## Data for analysis
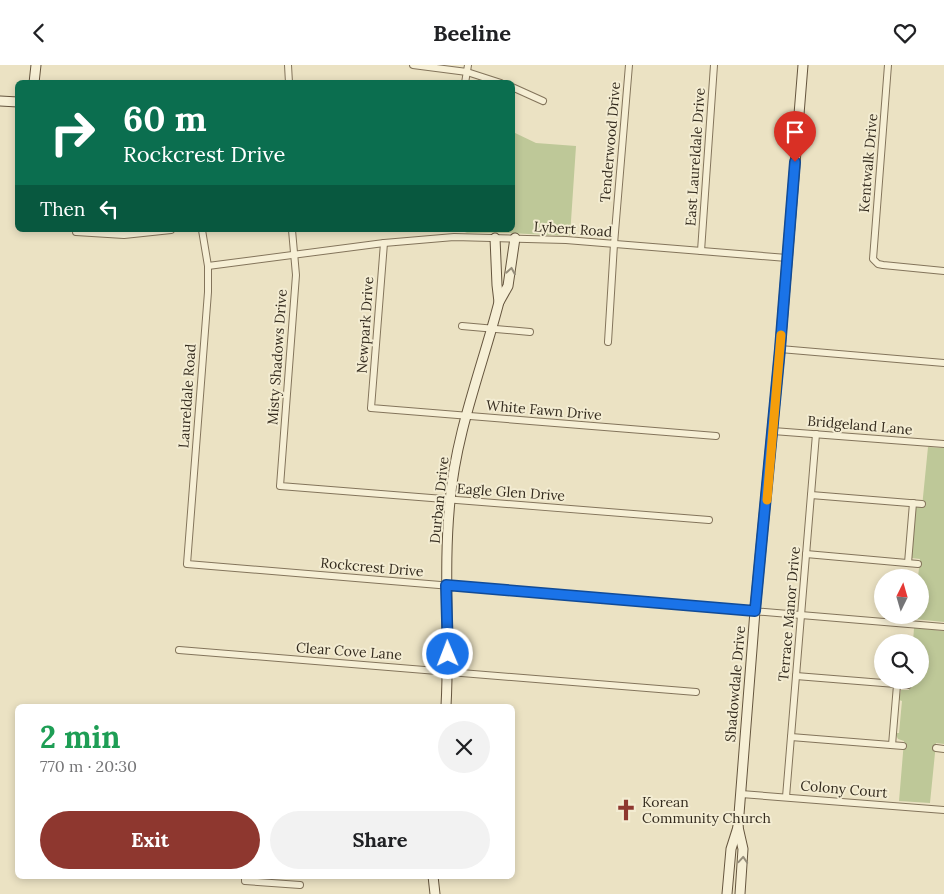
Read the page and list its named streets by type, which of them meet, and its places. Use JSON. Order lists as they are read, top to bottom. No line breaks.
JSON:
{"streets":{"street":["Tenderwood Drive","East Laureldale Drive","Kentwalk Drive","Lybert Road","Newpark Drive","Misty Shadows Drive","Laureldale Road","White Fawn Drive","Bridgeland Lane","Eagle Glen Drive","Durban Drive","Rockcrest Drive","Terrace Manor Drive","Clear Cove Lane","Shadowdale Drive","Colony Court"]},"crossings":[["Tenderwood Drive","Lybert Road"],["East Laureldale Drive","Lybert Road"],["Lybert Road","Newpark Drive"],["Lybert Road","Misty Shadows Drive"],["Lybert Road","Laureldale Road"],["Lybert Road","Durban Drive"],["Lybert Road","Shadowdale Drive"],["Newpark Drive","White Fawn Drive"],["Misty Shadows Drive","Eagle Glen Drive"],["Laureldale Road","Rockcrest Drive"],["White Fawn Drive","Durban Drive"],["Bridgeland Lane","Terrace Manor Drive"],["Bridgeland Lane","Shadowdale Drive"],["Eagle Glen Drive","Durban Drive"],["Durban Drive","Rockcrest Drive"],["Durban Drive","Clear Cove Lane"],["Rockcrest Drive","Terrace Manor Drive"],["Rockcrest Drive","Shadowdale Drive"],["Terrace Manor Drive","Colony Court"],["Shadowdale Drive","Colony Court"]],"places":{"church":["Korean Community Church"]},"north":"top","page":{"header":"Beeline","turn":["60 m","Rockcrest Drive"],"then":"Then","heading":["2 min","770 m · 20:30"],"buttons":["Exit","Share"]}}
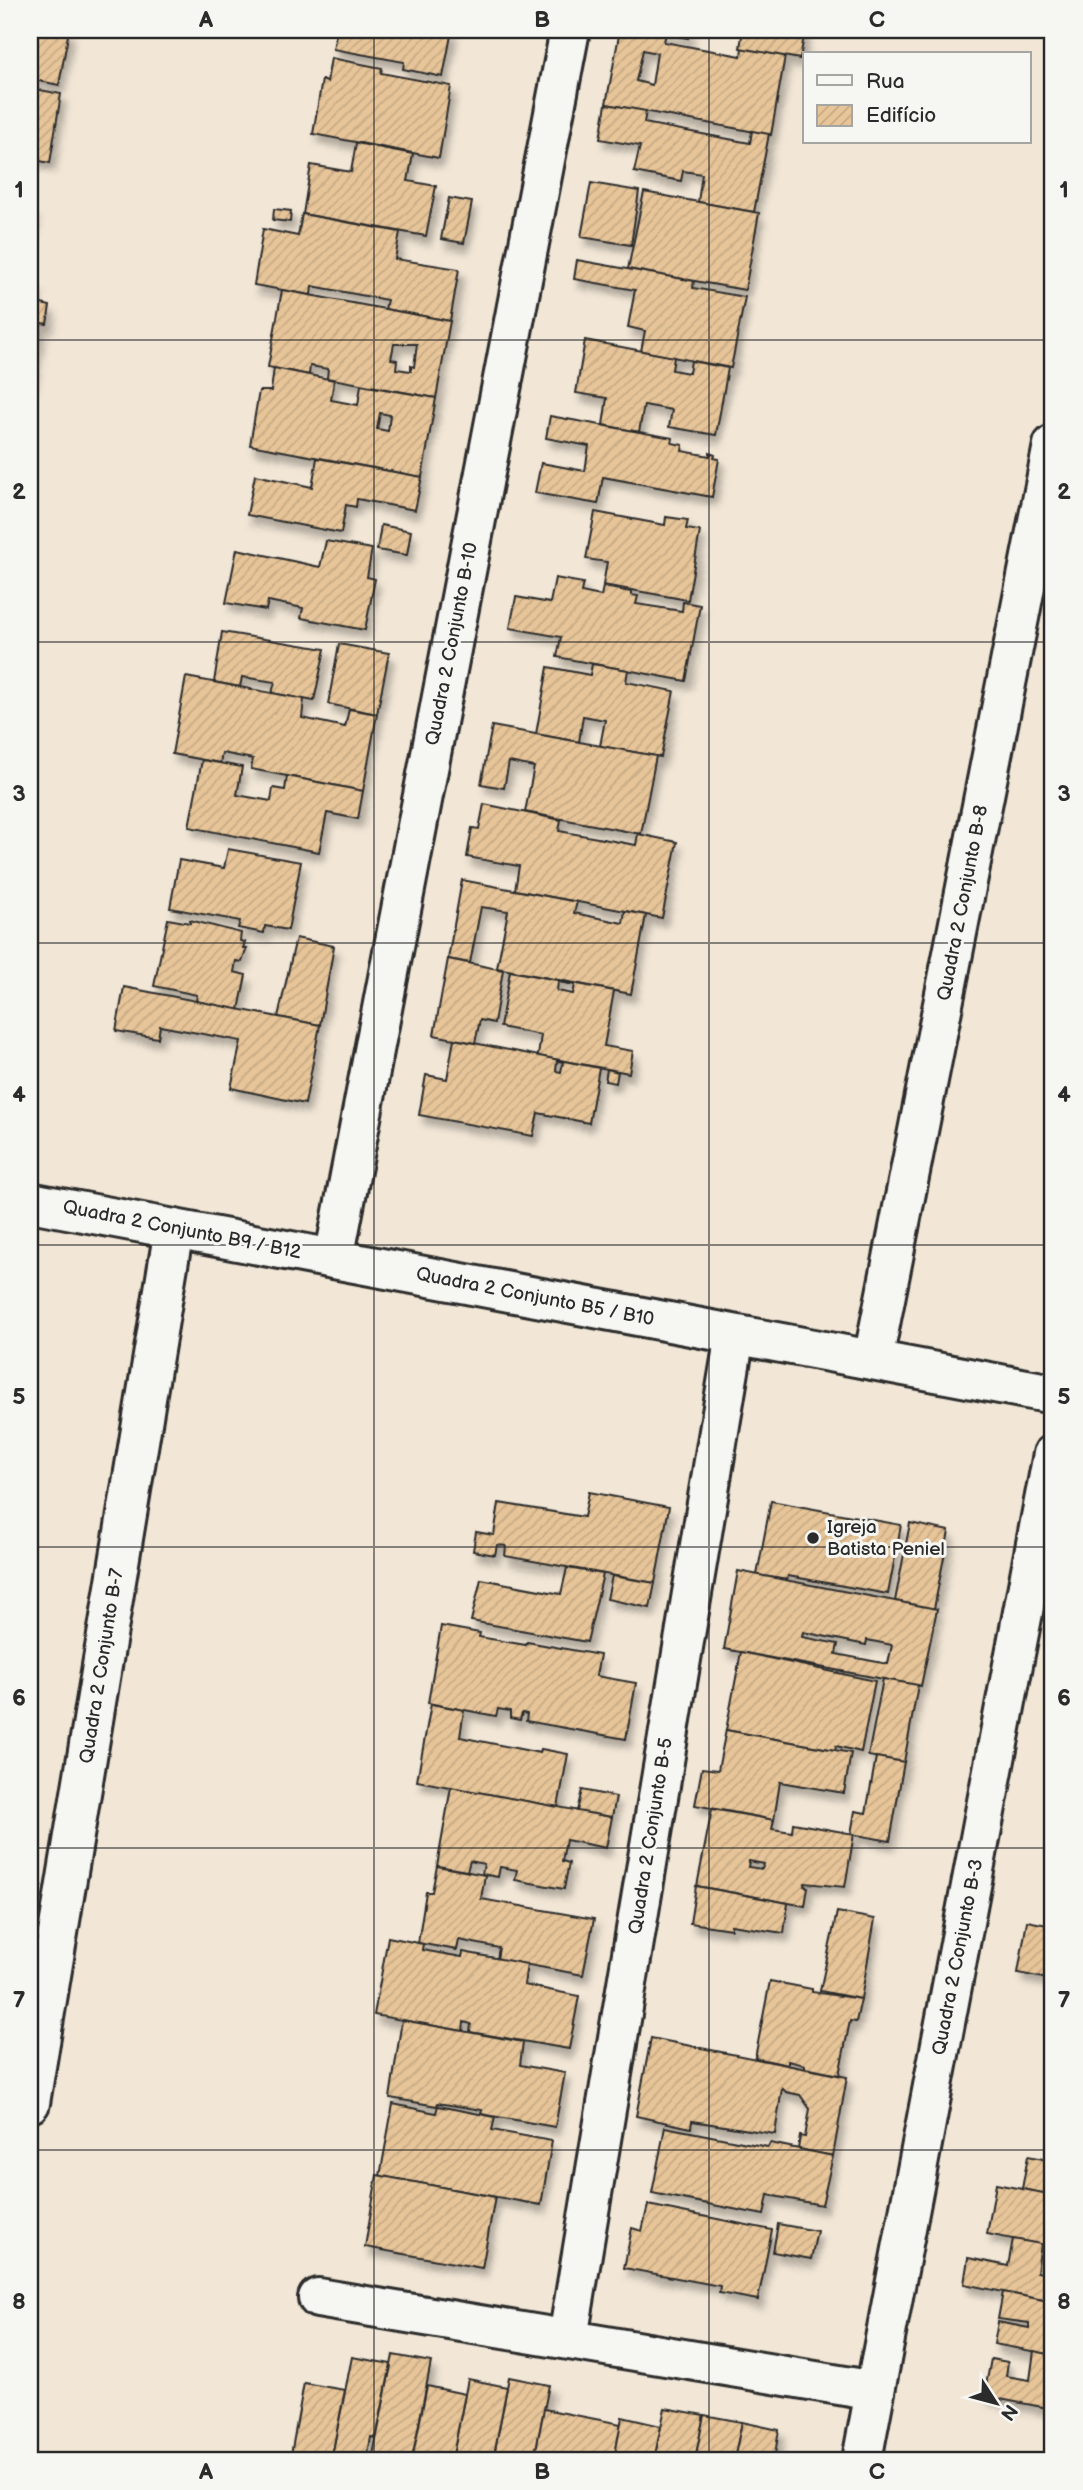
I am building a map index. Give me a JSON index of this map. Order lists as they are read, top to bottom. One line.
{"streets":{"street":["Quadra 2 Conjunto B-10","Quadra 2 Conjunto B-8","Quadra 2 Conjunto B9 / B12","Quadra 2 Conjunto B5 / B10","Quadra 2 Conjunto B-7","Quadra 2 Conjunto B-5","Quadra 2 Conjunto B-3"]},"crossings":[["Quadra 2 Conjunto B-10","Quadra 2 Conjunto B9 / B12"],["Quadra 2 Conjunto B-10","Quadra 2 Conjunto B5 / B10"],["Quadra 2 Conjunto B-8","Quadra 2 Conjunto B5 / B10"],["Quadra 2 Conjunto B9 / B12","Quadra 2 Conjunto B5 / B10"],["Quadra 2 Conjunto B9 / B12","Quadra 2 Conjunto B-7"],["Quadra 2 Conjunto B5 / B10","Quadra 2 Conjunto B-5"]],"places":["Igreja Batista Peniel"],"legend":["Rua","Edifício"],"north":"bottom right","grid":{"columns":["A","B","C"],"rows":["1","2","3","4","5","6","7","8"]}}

## What the exercise asks
Based on the records above, how many lines hold the string "they"? Answer with the number by itself.

## Answer to this task
2